Stored items from a collection:
--- START ---
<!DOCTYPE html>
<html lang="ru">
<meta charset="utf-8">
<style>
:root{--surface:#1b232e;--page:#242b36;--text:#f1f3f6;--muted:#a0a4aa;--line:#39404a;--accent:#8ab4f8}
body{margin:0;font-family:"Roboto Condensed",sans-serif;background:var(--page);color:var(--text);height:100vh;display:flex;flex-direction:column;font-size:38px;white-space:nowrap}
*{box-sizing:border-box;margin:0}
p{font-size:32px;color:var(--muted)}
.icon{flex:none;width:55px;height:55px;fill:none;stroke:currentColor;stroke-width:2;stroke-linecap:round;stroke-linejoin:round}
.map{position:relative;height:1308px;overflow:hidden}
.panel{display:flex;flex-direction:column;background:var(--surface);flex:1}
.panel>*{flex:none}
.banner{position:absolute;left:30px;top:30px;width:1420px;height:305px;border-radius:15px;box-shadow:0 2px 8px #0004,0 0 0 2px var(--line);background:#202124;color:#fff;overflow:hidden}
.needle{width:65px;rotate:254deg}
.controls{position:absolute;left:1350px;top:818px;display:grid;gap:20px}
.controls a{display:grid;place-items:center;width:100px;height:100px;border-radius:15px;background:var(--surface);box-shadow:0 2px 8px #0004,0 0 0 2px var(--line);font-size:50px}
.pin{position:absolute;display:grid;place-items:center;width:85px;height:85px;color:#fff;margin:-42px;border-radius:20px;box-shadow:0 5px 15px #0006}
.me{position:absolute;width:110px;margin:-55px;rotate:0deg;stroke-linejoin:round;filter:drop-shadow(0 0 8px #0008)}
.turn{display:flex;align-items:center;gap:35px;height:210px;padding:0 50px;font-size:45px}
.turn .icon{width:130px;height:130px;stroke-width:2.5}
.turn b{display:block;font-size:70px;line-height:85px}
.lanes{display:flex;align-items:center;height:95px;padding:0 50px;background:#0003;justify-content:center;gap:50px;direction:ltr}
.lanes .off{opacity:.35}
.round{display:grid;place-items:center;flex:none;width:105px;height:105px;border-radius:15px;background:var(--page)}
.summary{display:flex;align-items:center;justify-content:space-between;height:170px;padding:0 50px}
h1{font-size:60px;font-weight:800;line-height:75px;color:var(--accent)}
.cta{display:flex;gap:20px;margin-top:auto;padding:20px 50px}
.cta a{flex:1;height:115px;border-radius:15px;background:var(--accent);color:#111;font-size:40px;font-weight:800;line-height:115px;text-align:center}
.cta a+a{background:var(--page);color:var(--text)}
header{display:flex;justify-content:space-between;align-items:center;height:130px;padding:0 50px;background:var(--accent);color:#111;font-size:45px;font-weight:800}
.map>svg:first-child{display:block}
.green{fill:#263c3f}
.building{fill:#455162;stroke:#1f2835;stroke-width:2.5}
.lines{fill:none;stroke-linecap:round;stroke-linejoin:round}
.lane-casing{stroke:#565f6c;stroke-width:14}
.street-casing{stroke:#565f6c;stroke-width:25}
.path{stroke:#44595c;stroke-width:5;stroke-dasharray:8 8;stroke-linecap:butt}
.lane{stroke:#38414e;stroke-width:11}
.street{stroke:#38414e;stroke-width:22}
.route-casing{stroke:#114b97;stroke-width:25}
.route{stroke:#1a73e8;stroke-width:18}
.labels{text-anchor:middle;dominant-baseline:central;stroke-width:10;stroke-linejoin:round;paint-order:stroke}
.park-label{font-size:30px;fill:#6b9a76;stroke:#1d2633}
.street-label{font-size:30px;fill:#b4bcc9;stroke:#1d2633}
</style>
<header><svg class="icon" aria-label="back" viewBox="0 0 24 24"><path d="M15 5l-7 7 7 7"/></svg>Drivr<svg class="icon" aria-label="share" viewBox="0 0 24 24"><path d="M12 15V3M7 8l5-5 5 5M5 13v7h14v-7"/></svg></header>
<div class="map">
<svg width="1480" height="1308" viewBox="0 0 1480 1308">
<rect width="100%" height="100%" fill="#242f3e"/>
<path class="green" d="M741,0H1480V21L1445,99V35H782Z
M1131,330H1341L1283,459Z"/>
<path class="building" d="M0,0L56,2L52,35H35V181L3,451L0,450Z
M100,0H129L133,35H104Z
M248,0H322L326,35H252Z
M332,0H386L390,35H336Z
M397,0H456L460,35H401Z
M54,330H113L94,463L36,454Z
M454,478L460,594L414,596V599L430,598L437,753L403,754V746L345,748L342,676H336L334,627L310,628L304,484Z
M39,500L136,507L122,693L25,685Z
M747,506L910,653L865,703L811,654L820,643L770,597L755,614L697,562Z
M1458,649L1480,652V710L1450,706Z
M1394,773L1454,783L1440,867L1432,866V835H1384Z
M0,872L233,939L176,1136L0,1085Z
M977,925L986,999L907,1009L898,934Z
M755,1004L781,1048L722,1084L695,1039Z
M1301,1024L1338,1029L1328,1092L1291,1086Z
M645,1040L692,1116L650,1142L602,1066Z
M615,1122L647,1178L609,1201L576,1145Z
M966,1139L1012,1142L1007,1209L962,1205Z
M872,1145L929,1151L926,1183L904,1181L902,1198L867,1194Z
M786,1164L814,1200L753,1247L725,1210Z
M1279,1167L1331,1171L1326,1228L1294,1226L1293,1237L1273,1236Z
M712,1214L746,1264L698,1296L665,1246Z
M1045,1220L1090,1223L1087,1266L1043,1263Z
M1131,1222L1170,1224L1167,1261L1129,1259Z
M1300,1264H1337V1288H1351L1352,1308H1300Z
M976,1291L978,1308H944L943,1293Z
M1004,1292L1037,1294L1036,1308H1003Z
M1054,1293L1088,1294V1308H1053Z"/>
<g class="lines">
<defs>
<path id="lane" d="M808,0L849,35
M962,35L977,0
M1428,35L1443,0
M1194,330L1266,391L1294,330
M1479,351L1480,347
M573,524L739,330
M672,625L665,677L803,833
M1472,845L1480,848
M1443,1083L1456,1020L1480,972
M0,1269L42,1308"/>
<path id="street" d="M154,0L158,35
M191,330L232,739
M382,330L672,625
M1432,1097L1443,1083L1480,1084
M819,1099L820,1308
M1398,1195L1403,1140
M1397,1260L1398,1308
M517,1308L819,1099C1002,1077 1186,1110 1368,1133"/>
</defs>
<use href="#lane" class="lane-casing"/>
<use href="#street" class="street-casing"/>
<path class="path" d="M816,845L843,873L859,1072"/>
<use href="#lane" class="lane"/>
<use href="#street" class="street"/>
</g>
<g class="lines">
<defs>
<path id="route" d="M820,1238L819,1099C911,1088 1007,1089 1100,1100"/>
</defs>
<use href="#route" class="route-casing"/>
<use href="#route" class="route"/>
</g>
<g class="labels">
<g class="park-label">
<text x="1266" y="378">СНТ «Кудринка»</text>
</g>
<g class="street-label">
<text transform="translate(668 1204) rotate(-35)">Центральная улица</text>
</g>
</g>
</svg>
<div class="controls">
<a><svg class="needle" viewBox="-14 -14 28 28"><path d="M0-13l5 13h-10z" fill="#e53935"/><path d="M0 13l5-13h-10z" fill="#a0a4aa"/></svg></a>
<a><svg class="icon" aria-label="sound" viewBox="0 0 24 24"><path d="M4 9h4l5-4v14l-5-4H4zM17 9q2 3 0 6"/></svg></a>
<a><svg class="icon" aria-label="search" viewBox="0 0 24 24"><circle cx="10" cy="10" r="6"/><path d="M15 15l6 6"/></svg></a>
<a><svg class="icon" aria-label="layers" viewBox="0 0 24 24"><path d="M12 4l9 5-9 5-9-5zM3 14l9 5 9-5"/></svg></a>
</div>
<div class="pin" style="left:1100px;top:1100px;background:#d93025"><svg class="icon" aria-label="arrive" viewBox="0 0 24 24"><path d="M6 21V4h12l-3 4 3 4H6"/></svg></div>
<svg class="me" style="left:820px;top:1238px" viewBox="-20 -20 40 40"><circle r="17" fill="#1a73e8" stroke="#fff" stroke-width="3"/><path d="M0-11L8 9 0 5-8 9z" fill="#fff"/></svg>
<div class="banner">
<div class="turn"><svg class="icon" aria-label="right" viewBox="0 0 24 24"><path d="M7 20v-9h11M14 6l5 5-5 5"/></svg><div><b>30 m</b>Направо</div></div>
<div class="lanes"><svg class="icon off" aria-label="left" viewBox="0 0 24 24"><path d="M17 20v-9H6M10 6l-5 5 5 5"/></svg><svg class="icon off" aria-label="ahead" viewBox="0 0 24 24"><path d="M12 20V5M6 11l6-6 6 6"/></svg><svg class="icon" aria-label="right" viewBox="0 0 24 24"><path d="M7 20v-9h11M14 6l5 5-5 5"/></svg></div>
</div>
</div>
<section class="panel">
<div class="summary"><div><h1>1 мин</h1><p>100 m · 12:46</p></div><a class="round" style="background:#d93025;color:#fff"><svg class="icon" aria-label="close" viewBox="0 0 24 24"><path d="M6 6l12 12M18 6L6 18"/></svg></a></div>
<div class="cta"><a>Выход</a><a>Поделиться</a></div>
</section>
--- END ---
= EXERCISE =
Look through the entries and copy every line in which the string "position" appears.

= RESPONSE BOX =
.map{position:relative;height:1308px;overflow:hidden}
.banner{position:absolute;left:30px;top:30px;width:1420px;height:305px;border-radius:15px;box-shadow:0 2px 8px #0004,0 0 0 2px var(--line);background:#202124;color:#fff;overflow:hidden}
.controls{position:absolute;left:1350px;top:818px;display:grid;gap:20px}
.pin{position:absolute;display:grid;place-items:center;width:85px;height:85px;color:#fff;margin:-42px;border-radius:20px;box-shadow:0 5px 15px #0006}
.me{position:absolute;width:110px;margin:-55px;rotate:0deg;stroke-linejoin:round;filter:drop-shadow(0 0 8px #0008)}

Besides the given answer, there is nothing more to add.